Premier Estonien sacré au plus haut niveau, Ott Tanak succède à son ancien et équipier et ami Seb Ogier duquel il dit avoir beaucoup appris. Retour sur le parcours chaotique d'un rallyman venu du froid.
Ott Tanak est né le 15 octobre 1987 à Karla, sur la petite île estonienne de Saaremaa. Son papa Ivar est un rallyman amateur. Il bricole ses autos dans le garage familial avec son fiston, un blondinet très peu bavard mais très vite intéressé par le pilotage.
Ainsi, à 14 ans à peine, il dispute son premier rallysprint chez lui au volant d'une VW Scirocco et sans copilote. Il enchaîne les années suivantes dans le championnat Junior ouvert aux pilotes de moins de 18 ans aux commandes d'une VW Golf puis d'une Clio. Son équipier conduit sur la route en liaisons car il n'a pas de permis de conduire.
Une fois majeur, il passe à la catégorie supérieure, d'abord au volant de Subaru. En 2009, il y a déjà dix ans, il dispute au Portugal sa première épreuve mondiale. Il passe ensuite à la Mitsubishi puis à la Ford Fiesta S2000.
A pied en 2013 avant que Wilson investisse sur lui
Malcolm Wilson est le premier à lui donner sa chance avec un volant officiel Ford en 2012. Mais après de trop nombreuses sorties de route, l'histoire s'arrête et Ott se retrouve à pied en 2013, année où il est totalement absent du WRC.
Aidé par son compatriote devenu ami et manager Markko Martin, le premier Estonien à avoir remporté cinq épreuves du Mondial avant d'arrêter sa carrière suite à un malheureux accident dans lequel son équipier Michael Park perd la vie, Ott rebondit en 2014. Il parvient à trouver du soutien et Malcolm lui donne une seconde chance, moyennant un deal financier.
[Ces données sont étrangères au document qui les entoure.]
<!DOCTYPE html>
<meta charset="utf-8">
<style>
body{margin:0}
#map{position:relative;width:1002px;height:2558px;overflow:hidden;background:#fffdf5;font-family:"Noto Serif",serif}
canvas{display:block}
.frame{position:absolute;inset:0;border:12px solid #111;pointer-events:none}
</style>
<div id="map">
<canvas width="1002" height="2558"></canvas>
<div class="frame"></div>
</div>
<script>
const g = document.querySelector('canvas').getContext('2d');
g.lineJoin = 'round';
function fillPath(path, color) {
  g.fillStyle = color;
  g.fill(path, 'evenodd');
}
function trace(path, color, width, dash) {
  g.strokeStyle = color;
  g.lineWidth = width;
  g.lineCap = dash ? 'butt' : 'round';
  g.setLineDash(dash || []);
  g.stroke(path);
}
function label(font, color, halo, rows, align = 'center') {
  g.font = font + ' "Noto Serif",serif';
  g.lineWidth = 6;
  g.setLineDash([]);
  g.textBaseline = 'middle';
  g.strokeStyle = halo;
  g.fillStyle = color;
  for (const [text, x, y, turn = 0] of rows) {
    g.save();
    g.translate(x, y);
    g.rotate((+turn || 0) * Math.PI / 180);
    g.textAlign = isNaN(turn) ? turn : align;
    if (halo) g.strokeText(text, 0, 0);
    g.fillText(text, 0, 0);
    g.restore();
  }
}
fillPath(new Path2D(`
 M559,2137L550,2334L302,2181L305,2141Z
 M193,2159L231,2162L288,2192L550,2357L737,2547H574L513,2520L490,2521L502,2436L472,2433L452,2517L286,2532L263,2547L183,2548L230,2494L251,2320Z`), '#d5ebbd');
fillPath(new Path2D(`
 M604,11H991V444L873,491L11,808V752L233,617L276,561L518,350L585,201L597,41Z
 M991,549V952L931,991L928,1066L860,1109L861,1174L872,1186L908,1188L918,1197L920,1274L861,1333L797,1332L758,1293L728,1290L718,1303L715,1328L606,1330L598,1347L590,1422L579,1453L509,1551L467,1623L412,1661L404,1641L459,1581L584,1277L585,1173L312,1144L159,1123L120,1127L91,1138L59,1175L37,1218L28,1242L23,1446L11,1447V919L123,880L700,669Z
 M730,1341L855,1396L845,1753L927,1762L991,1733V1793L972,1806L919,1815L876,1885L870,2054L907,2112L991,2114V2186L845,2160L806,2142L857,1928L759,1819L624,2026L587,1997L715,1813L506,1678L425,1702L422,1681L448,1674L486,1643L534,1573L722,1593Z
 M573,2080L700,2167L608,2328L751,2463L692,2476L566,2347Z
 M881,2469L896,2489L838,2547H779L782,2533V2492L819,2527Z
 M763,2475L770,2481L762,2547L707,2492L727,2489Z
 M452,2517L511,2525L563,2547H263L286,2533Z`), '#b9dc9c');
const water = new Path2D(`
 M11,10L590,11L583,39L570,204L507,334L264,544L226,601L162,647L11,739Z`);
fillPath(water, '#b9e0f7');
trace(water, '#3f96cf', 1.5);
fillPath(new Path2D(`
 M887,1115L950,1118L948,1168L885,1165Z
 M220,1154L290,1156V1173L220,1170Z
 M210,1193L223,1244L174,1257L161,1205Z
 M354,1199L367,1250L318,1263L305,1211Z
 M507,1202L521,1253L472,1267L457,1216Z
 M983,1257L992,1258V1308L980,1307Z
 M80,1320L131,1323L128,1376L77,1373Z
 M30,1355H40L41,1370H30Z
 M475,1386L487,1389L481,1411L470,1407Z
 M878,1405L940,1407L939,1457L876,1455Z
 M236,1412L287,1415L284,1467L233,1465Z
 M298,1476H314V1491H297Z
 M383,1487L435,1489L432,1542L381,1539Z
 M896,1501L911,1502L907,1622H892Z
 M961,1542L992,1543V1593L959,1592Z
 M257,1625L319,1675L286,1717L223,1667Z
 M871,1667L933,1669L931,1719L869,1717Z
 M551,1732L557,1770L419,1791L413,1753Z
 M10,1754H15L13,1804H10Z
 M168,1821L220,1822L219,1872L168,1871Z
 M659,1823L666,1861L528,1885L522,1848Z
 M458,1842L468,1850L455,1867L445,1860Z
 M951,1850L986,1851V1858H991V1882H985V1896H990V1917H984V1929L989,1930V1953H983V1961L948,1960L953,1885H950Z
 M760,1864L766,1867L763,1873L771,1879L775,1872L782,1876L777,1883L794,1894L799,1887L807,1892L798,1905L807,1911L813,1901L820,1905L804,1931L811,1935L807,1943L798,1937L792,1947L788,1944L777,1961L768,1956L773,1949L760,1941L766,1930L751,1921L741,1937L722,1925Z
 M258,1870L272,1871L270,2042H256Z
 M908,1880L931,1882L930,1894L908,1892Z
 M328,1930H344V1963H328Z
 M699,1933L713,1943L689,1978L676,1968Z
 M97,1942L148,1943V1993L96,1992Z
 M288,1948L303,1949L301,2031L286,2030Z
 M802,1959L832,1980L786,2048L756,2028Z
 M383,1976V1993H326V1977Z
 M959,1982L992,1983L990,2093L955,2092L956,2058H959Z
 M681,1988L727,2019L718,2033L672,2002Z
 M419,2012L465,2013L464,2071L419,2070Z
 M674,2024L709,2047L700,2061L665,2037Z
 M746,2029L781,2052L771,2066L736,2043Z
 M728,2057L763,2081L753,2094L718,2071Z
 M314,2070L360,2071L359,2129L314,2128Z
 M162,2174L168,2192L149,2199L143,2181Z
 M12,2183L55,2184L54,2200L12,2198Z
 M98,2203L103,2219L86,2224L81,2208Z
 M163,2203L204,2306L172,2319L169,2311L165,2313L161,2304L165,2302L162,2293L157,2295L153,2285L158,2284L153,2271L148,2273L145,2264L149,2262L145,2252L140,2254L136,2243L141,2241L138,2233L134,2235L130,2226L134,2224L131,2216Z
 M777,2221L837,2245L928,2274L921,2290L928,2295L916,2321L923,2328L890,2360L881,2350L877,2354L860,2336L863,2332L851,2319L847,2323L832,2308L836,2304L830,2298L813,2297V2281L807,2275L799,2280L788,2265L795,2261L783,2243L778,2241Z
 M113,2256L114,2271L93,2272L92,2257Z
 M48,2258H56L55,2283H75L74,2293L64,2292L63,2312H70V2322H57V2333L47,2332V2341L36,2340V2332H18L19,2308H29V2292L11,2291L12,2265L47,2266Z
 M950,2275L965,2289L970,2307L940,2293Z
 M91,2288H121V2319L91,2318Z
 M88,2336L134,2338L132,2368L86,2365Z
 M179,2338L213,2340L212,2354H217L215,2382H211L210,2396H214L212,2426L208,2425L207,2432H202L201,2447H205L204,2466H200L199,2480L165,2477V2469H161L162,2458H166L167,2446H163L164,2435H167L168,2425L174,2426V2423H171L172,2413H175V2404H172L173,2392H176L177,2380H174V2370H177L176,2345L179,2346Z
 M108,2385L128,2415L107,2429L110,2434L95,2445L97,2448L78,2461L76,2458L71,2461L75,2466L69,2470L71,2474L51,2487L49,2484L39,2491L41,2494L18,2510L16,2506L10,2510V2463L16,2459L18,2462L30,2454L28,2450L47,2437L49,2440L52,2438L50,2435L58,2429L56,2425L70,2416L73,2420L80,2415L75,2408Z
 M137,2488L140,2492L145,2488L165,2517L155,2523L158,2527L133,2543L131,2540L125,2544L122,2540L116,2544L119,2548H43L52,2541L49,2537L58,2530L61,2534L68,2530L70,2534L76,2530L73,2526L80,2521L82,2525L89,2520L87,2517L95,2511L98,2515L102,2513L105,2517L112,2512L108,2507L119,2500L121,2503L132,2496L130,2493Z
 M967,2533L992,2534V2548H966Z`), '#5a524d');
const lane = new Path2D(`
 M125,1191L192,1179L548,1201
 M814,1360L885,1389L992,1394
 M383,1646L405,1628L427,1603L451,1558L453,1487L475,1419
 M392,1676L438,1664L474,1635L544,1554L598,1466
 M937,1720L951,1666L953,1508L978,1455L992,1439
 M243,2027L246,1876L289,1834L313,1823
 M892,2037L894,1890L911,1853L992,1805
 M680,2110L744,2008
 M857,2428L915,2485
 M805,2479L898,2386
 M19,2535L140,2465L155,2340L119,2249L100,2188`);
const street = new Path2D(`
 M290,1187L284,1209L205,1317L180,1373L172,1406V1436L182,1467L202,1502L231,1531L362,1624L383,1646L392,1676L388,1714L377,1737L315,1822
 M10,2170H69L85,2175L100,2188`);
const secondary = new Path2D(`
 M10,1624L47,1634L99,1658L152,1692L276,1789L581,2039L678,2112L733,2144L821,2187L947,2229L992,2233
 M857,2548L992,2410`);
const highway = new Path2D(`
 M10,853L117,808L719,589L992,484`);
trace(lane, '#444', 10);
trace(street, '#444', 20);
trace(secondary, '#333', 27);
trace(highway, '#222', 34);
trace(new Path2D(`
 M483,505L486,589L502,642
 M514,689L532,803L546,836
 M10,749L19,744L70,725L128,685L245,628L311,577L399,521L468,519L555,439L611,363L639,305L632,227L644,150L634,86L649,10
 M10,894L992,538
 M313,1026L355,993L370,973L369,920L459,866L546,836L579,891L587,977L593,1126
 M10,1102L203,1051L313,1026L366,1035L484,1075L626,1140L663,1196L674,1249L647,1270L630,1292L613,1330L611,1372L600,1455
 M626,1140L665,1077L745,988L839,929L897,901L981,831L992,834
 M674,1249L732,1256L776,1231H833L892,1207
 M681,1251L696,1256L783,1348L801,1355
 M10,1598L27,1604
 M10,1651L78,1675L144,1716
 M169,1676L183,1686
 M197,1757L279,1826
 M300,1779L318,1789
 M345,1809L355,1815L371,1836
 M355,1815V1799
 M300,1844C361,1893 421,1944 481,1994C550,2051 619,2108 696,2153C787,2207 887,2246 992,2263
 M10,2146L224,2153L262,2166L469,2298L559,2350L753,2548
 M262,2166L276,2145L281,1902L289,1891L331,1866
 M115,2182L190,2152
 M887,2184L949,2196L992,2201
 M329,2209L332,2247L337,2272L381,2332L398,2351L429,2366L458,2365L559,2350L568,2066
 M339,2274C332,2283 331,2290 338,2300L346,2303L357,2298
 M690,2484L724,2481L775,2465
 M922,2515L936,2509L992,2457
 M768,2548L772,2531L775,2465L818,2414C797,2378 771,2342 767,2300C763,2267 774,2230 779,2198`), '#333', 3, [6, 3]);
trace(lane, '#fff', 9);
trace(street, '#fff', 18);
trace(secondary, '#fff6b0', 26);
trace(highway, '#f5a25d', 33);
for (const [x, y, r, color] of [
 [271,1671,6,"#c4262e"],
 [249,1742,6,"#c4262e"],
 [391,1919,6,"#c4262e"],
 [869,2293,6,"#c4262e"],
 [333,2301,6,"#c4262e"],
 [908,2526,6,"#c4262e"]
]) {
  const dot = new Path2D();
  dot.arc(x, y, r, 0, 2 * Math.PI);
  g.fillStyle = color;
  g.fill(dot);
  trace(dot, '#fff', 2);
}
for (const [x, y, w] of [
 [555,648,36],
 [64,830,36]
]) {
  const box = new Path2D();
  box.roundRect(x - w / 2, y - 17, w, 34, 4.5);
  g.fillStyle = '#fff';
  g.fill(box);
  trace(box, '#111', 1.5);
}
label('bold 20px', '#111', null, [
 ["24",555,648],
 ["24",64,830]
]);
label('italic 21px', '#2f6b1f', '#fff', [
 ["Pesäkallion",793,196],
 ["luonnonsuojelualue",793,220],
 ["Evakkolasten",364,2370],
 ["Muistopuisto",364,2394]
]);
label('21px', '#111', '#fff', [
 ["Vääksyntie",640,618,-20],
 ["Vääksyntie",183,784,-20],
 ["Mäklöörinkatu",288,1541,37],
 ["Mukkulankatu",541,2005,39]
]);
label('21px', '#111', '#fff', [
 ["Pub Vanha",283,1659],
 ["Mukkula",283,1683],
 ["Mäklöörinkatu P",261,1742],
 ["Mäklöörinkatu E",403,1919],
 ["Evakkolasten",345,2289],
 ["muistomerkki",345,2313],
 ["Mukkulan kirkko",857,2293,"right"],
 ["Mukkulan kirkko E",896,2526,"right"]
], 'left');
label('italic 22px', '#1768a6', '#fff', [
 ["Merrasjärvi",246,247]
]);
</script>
En gros, le Gallois investit personnellement sur la carrière du bouillant Estonien en échange d'un pourcentage sur ses gains futurs.
Masque et tuba après le plongeon au Mexique
Mais la malchance poursuit Ott qui se distingue au Mexique en 2015 en effectuant un plongeon dans un lac où sa Fiesta coule entièrement. Sain et sauf, il revient au parc le lendemain avec un masque et un tuba et repart en Rally2 aux commandes d'une voiture repêchée et séchée par M-Sport en moins de quatre heures ! Qui a dit que Tanak n'avait pas d'humour ?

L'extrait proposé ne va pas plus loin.